[Saved data entries]

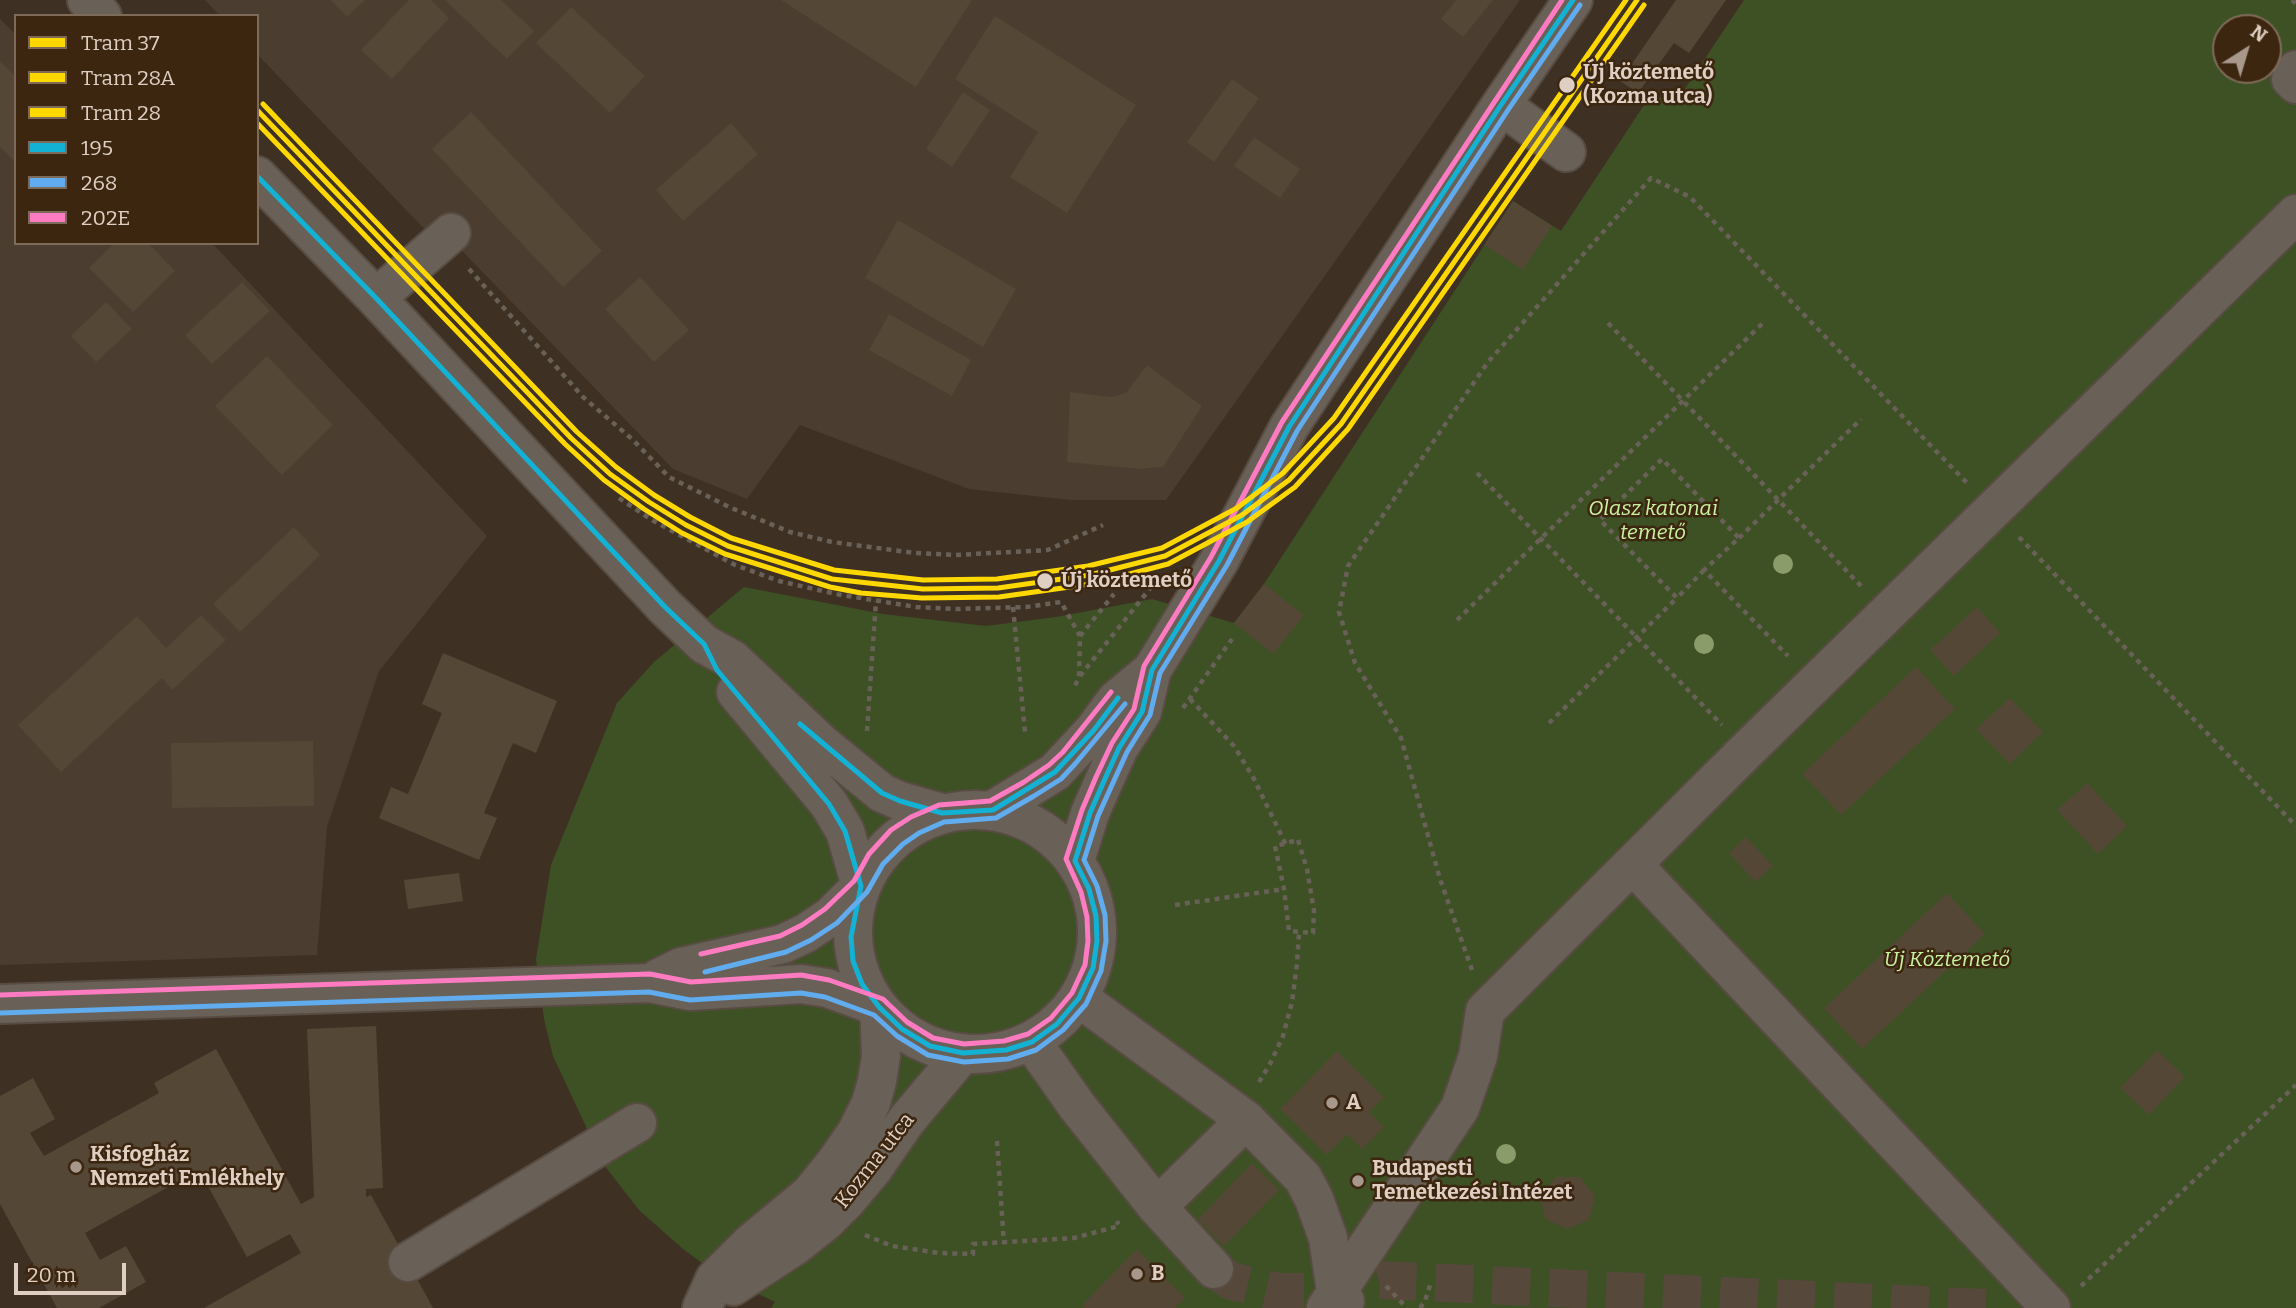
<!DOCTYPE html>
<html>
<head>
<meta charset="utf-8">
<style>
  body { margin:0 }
  #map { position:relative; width:2296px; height:1308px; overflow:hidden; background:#3e3124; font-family:Bitter,serif }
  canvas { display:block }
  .legend { position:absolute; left:14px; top:14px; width:245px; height:231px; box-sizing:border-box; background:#3d2610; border:2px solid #7e6a58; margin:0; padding:9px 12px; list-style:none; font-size:21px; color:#dfcfc3 }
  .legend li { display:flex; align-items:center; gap:14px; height:35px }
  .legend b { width:35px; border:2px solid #7e6a58 }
  .north { position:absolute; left:2212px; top:14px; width:70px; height:70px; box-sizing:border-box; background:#3d2610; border:2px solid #7e6a58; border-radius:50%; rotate:37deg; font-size:19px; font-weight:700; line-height:28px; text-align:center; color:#dfcfc3 }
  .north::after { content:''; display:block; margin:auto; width:24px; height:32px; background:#a7988b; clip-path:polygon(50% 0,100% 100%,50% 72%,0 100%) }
  .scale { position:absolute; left:14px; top:1263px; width:112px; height:32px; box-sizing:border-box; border:4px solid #dfcfc3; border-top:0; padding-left:9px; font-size:21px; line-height:24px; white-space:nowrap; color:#dfcfc3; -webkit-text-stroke:5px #3d2610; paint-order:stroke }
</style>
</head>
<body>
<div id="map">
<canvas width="2296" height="1308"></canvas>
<ul class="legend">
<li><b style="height:9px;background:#ffd800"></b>Tram 37</li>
<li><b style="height:9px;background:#ffd800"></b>Tram 28A</li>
<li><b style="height:9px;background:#ffd800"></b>Tram 28</li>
<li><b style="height:9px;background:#13b2d5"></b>195</li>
<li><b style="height:9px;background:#60acee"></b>268</li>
<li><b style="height:9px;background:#fe7ac1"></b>202E</li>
</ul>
<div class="north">N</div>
<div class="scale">20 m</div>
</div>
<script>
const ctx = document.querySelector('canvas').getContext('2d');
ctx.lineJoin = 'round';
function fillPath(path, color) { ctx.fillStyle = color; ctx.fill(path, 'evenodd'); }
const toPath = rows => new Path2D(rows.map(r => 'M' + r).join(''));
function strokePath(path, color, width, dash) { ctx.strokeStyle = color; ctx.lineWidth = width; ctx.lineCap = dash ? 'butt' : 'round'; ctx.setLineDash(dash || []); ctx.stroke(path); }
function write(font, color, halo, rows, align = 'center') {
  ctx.font = font + ' Bitter,serif'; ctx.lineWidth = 5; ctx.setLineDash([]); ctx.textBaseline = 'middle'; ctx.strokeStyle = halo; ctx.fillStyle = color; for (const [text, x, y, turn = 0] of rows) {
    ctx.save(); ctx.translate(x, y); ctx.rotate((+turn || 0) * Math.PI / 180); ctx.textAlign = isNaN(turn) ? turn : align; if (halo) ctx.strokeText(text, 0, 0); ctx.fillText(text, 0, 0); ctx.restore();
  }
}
fillPath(toPath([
  [205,0,1520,0,1166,500,1071,500,969,489,800,425,747,499,673,469,440,228,432,237,257,54,257,16,220,16],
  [0,19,16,35,16,243,212,243,487,536,379,671,327,827,317,955,0,965]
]), '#4b3d2f');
fillPath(toPath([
  [1744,0,2296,0,2296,1308,771,1308,775,1302,717,1274,683,1249,639,1210,604,1165,553,1056,544,1019,536,959,551,865,617,703,654,662,744,587,883,614,986,626,1056,617,1152,599,1234,623,1264,584,1513,201,1561,231,1652,93,1674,105],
  [2226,28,2268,28,2268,70,2226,70]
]), '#3d5124');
fillPath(toPath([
  [331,0,365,0,347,17],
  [409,0,431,0,449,18,392,79,361,50],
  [445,0,501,0,534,31,507,59],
  [781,0,972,0,916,87],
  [1456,0,1493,0,1463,37,1441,19],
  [1676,0,1726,0,1689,53,1674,43,1638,93,1620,81],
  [571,7,645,76,610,113,536,43],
  [995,16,1136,105,1067,213,1010,177,1038,132,955,79],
  [0,61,16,77,16,163,0,147],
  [1232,79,1259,98,1214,162,1187,142],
  [963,92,990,110,952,167,926,149],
  [471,112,602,251,563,287,432,149],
  [731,123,758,154,683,221,656,190],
  [1254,137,1300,169,1280,198,1234,166],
  [1513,201,1552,226,1523,270,1484,245],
  [898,220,1016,289,983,347,865,278],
  [114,243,148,243,175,271,133,312,89,268],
  [640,277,689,330,654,362,605,309],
  [242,282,270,311,212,364,185,335],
  [106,302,132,329,96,362,71,336],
  [889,314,971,360,952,396,869,350],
  [267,356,333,425,282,475,215,406],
  [1147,365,1202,406,1163,467,1140,469,1067,462,1070,392,1111,397,1126,393],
  [294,527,320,555,240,632,213,604],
  [1264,584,1304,615,1273,654,1234,623],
  [1977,607,2000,633,1954,676,1930,650],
  [201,615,226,640,172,690,162,678,61,772,18,725,137,616,166,648],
  [443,653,557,701,536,753,513,743,484,813,497,818,479,860,379,818,391,787,408,794,442,713,422,704],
  [1916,667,1955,709,1841,815,1802,774],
  [2010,698,2043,732,2010,764,1976,729],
  [313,741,314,806,172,808,171,743],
  [2087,783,2127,826,2098,854,2057,810],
  [1746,837,1773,866,1755,882,1729,853],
  [459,873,463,901,408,909,404,880],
  [1947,893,1985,934,1862,1049,1824,1008],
  [376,1026,383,1188,366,1189,366,1197,371,1195,433,1308,204,1308,301,1253,290,1234,247,1257,199,1170,85,1233,100,1260,126,1246,146,1282,99,1308,57,1308,0,1204,0,1096,33,1078,55,1119,30,1133,44,1156,159,1093,154,1083,216,1049,301,1204,314,1197,307,1029],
  [2157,1050,2185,1077,2149,1115,2120,1088],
  [1337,1051,1384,1097,1369,1112,1384,1127,1362,1149,1347,1134,1327,1155,1280,1109],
  [1252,1163,1279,1190,1224,1246,1198,1219],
  [1556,1177,1580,1177,1595,1196,1589,1220,1567,1229,1545,1219,1540,1195],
  [1137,1249,1185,1298,1175,1308,1085,1308,1082,1305]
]), '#544736');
strokePath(toPath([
  [1214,1269,1231,1281,1279,1292,1336,1292,1380,1280,1987,1308]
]), '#56493c', 38, [38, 19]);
const minor = toPath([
  [87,0,102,16],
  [2296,70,2291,79,2296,84],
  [1501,105,1566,152],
  [257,176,376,298,665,607,704,644,733,660,822,744,882,793,900,801,942,813],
  [376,298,451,233],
  [736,692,829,804,845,831,861,886],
  '853 932a122 122 0 1 1 244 0a122 122 0 1 1-244 0Z',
  [993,810,1055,772,1094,730,1116,700,1152,670,1219,561,1289,427,1501,105,1573,0],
  [1075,861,1090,813,1104,781,1119,748,1142,712,1152,670],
  [1633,865,2051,1308],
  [657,979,681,967,783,944,806,933,831,916,861,886],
  [1079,998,1246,1120,1303,1178,1314,1199,1328,1238,1336,1292,1345,1301],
  [0,1004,650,983,690,991,801,984,827,988,879,1007],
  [1032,1042,1077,1106,1157,1207,1214,1269],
  [1157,1207,1246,1120],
  [408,1262,637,1123],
  [733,1286,796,1245,826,1221,847,1200,873,1169,906,1121,963,1053],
  [702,1308,715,1279,751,1243,810,1194,836,1162,856,1133,871,1103,877,1081,881,1056,879,1007],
  [1326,1308,1460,1108,1478,1056,1485,1011,1746,751,2296,214]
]);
strokePath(minor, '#584c42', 42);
strokePath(toPath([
  [2292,0,2296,4],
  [469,269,583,397,632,439,669,477,729,507,790,532,832,542,915,553,955,555,1048,550,1103,525],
  [1608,323,1862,587],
  [1477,473,1722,725],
  [619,498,652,520,735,565,779,581,836,594,916,607,957,609,1026,607,1061,602,1080,636,1079,677,1074,688],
  [2019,537,2296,826],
  [1739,538,1861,419],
  [1704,570,1677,598,1600,520,1662,459,1739,538,1704,570,1788,656],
  [1013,607,1025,732],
  [1457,620,1764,322],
  [1080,636,1114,594],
  [1080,676,1156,581],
  [1190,699,1234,746,1253,777,1286,845],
  [1183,708,1232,639],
  [1549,723,1677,598],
  [867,731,876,601],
  [1298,840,1307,869,1314,911,1313,933,1289,931,1284,889,1275,846,1298,840],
  [1175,905,1284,889],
  [1472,970,1440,879,1401,738,1355,663,1339,612,1348,566,1488,362,1651,178,1690,197,1967,483],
  [1259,1082,1270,1064,1283,1036,1292,1002,1297,964,1299,933],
  [997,1141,1004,1244],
  [865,1235,892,1246,939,1253,973,1254,973,1244,1074,1238,1119,1226,1117,1221],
  [1386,1286,1407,1308],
  [2081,1286,2296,1085],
  [1420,1308,1425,1301,1431,1282]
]), '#696158', 4.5, [5, 5]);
strokePath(minor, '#696057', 38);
strokePath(toPath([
  [257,176,376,298,665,607,704,644,717,670,829,804,845,831,861,886,851,937,853,961,862,984,879,1007,902,1029,930,1046,963,1053,1006,1050,1032,1042,1057,1024,1079,998,1093,968,1097,941,1096,916,1089,889,1075,861,1090,813,1104,781,1119,748,1142,712,1152,670,1219,561,1289,427,1501,105,1573,0],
  [800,724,882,793,900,801,942,813,993,810,1055,772,1094,730,1118,698]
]), '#13b2d5', 5);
strokePath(toPath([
  [705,972,786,952,811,940,837,923,867,892,883,864,903,844,919,833,944,822,996,818,1034,796,1061,779,1075,764,1125,704],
  [0,1013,649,992,690,1000,801,993,825,997,874,1015,897,1036,928,1055,964,1062,1008,1059,1036,1050,1063,1030,1086,1004,1101,971,1106,941,1105,915,1097,886,1084,860,1098,816,1112,785,1127,752,1150,715,1160,673,1227,565,1297,431,1508,110,1580,5]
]), '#60acee', 5);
strokePath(toPath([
  [701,954,780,936,802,925,825,909,854,881,869,854,891,830,911,817,939,805,990,801,1024,782,1049,765,1063,752,1111,692],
  [0,995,650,974,691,982,801,975,829,980,883,999,907,1022,933,1038,964,1044,1004,1041,1028,1034,1051,1018,1072,993,1085,965,1088,941,1087,917,1081,892,1066,859,1082,810,1096,777,1112,743,1134,709,1144,666,1211,557,1282,422,1562,0]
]), '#fe7ac1', 5);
strokePath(toPath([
  [257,110,571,438,610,474,649,502,686,525,728,546,832,579,923,589,998,588,1090,575,1165,556,1242,515,1289,480,1341,424,1637,0]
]), '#ffd800', 5);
strokePath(toPath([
  [257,123,565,444,604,480,644,509,682,533,725,554,830,587,861,593,922,598,999,597,1091,584,1168,564,1247,522,1295,487,1348,429,1644,5]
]), '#ffd800', 5);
strokePath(toPath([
  [263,104,577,432,616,467,654,495,690,517,731,538,834,570,923,580,997,579,1088,566,1162,548,1237,508,1283,473,1334,418,1626,0]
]), '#ffd800', 5);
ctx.fillStyle = '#8a9c69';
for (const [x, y] of [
  [1783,564],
  [1704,644],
  [1506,1154]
]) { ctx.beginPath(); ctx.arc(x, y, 10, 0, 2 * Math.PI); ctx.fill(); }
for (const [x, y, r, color] of [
  [1567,85,9,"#dfcfc3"],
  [1045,581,9,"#dfcfc3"],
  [1332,1103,7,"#a7988b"],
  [76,1167,7,"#a7988b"],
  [1358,1181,7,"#a7988b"],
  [1137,1274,7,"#a7988b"]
]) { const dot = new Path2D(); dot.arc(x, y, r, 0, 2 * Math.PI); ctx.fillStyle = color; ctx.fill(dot); strokePath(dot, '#3d2610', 2.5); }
write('bold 21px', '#dfcfc3', '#3d2610', [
  ["Új köztemető",1583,73],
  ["(Kozma utca)",1583,97],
  ["Új köztemető",1061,581]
], 'left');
write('italic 21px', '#c8f3a1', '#3d2610', [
  ["Olasz katonai",1653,509],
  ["temető",1653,533],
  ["Új Köztemető",1947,960]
]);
write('bold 21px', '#dfcfc3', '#3d2610', [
  ["A",1346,1103],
  ["Kisfogház",90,1155],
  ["Nemzeti Emlékhely",90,1179],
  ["Budapesti",1372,1169],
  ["Temetkezési Intézet",1372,1193],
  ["B",1151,1274]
], 'left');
write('21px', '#dfcfc3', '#3d2610', [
  ["Kozma utca",875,1161,-52]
]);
</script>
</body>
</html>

### What you will do
Please go line by line through the records above, copying each one that holds the string "setLineDash".

### Final answer
function strokePath(path, color, width, dash) { ctx.strokeStyle = color; ctx.lineWidth = width; ctx.lineCap = dash ? 'butt' : 'round'; ctx.setLineDash(dash || []); ctx.stroke(path); }
  ctx.font = font + ' Bitter,serif'; ctx.lineWidth = 5; ctx.setLineDash([]); ctx.textBaseline = 'middle'; ctx.strokeStyle = halo; ctx.fillStyle = color; for (const [text, x, y, turn = 0] of rows) {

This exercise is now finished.